### Data ###

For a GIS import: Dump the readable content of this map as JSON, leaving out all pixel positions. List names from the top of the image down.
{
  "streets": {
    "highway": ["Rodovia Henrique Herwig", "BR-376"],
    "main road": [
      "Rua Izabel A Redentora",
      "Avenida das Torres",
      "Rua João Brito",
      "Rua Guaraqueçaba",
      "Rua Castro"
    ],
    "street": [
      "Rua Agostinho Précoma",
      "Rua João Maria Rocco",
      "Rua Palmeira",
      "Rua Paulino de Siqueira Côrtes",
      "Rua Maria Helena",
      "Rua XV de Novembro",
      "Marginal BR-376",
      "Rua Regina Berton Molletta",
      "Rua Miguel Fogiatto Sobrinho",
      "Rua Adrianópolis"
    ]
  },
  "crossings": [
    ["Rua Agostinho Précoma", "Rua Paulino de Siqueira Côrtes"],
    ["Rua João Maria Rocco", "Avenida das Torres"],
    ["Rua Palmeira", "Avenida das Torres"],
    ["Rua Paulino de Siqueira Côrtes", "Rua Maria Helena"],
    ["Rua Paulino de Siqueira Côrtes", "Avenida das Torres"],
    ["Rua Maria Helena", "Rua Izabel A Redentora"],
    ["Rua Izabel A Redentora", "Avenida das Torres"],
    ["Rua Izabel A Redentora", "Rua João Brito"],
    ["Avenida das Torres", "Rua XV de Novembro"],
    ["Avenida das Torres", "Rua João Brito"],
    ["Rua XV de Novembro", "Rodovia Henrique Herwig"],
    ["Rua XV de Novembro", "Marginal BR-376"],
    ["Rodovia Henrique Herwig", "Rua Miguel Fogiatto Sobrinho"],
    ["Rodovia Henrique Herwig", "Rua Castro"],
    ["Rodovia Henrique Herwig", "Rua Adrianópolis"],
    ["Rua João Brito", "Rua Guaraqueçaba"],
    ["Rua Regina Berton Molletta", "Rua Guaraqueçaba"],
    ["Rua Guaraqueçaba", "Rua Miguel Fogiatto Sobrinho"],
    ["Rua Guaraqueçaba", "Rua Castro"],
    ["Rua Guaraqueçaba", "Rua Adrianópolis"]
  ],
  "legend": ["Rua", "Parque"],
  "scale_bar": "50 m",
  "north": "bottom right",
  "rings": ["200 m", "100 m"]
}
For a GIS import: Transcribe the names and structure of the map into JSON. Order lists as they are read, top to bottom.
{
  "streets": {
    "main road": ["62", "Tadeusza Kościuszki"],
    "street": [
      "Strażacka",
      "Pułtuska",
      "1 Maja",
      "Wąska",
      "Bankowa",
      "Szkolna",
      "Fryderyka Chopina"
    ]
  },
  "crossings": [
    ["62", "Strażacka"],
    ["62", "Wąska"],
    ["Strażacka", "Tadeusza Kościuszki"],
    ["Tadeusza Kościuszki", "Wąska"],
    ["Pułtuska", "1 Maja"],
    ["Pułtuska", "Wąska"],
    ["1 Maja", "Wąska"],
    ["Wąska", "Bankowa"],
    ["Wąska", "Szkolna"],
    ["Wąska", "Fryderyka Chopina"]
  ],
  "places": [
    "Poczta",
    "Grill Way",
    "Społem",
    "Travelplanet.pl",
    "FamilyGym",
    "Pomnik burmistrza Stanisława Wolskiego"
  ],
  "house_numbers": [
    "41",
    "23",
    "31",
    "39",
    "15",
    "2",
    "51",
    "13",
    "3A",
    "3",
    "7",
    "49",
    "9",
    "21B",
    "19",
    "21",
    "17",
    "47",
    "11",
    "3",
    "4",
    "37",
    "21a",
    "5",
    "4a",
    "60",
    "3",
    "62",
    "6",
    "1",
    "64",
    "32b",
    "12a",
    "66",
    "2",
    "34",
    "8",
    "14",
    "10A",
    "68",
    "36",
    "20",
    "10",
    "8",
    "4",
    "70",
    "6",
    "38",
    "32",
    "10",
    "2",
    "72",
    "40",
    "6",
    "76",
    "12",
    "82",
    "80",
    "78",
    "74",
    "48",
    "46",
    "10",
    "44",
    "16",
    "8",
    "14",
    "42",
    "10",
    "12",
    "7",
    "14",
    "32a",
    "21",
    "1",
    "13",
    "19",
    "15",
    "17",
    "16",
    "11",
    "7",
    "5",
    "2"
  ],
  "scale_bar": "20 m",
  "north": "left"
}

###

Word for word, give the records again.

▸ Task response
For a GIS import: Dump the readable content of this map as JSON, leaving out all pixel positions. List names from the top of the image down.
{
  "streets": {
    "highway": ["Rodovia Henrique Herwig", "BR-376"],
    "main road": [
      "Rua Izabel A Redentora",
      "Avenida das Torres",
      "Rua João Brito",
      "Rua Guaraqueçaba",
      "Rua Castro"
    ],
    "street": [
      "Rua Agostinho Précoma",
      "Rua João Maria Rocco",
      "Rua Palmeira",
      "Rua Paulino de Siqueira Côrtes",
      "Rua Maria Helena",
      "Rua XV de Novembro",
      "Marginal BR-376",
      "Rua Regina Berton Molletta",
      "Rua Miguel Fogiatto Sobrinho",
      "Rua Adrianópolis"
    ]
  },
  "crossings": [
    ["Rua Agostinho Précoma", "Rua Paulino de Siqueira Côrtes"],
    ["Rua João Maria Rocco", "Avenida das Torres"],
    ["Rua Palmeira", "Avenida das Torres"],
    ["Rua Paulino de Siqueira Côrtes", "Rua Maria Helena"],
    ["Rua Paulino de Siqueira Côrtes", "Avenida das Torres"],
    ["Rua Maria Helena", "Rua Izabel A Redentora"],
    ["Rua Izabel A Redentora", "Avenida das Torres"],
    ["Rua Izabel A Redentora", "Rua João Brito"],
    ["Avenida das Torres", "Rua XV de Novembro"],
    ["Avenida das Torres", "Rua João Brito"],
    ["Rua XV de Novembro", "Rodovia Henrique Herwig"],
    ["Rua XV de Novembro", "Marginal BR-376"],
    ["Rodovia Henrique Herwig", "Rua Miguel Fogiatto Sobrinho"],
    ["Rodovia Henrique Herwig", "Rua Castro"],
    ["Rodovia Henrique Herwig", "Rua Adrianópolis"],
    ["Rua João Brito", "Rua Guaraqueçaba"],
    ["Rua Regina Berton Molletta", "Rua Guaraqueçaba"],
    ["Rua Guaraqueçaba", "Rua Miguel Fogiatto Sobrinho"],
    ["Rua Guaraqueçaba", "Rua Castro"],
    ["Rua Guaraqueçaba", "Rua Adrianópolis"]
  ],
  "legend": ["Rua", "Parque"],
  "scale_bar": "50 m",
  "north": "bottom right",
  "rings": ["200 m", "100 m"]
}
For a GIS import: Transcribe the names and structure of the map into JSON. Order lists as they are read, top to bottom.
{
  "streets": {
    "main road": ["62", "Tadeusza Kościuszki"],
    "street": [
      "Strażacka",
      "Pułtuska",
      "1 Maja",
      "Wąska",
      "Bankowa",
      "Szkolna",
      "Fryderyka Chopina"
    ]
  },
  "crossings": [
    ["62", "Strażacka"],
    ["62", "Wąska"],
    ["Strażacka", "Tadeusza Kościuszki"],
    ["Tadeusza Kościuszki", "Wąska"],
    ["Pułtuska", "1 Maja"],
    ["Pułtuska", "Wąska"],
    ["1 Maja", "Wąska"],
    ["Wąska", "Bankowa"],
    ["Wąska", "Szkolna"],
    ["Wąska", "Fryderyka Chopina"]
  ],
  "places": [
    "Poczta",
    "Grill Way",
    "Społem",
    "Travelplanet.pl",
    "FamilyGym",
    "Pomnik burmistrza Stanisława Wolskiego"
  ],
  "house_numbers": [
    "41",
    "23",
    "31",
    "39",
    "15",
    "2",
    "51",
    "13",
    "3A",
    "3",
    "7",
    "49",
    "9",
    "21B",
    "19",
    "21",
    "17",
    "47",
    "11",
    "3",
    "4",
    "37",
    "21a",
    "5",
    "4a",
    "60",
    "3",
    "62",
    "6",
    "1",
    "64",
    "32b",
    "12a",
    "66",
    "2",
    "34",
    "8",
    "14",
    "10A",
    "68",
    "36",
    "20",
    "10",
    "8",
    "4",
    "70",
    "6",
    "38",
    "32",
    "10",
    "2",
    "72",
    "40",
    "6",
    "76",
    "12",
    "82",
    "80",
    "78",
    "74",
    "48",
    "46",
    "10",
    "44",
    "16",
    "8",
    "14",
    "42",
    "10",
    "12",
    "7",
    "14",
    "32a",
    "21",
    "1",
    "13",
    "19",
    "15",
    "17",
    "16",
    "11",
    "7",
    "5",
    "2"
  ],
  "scale_bar": "20 m",
  "north": "left"
}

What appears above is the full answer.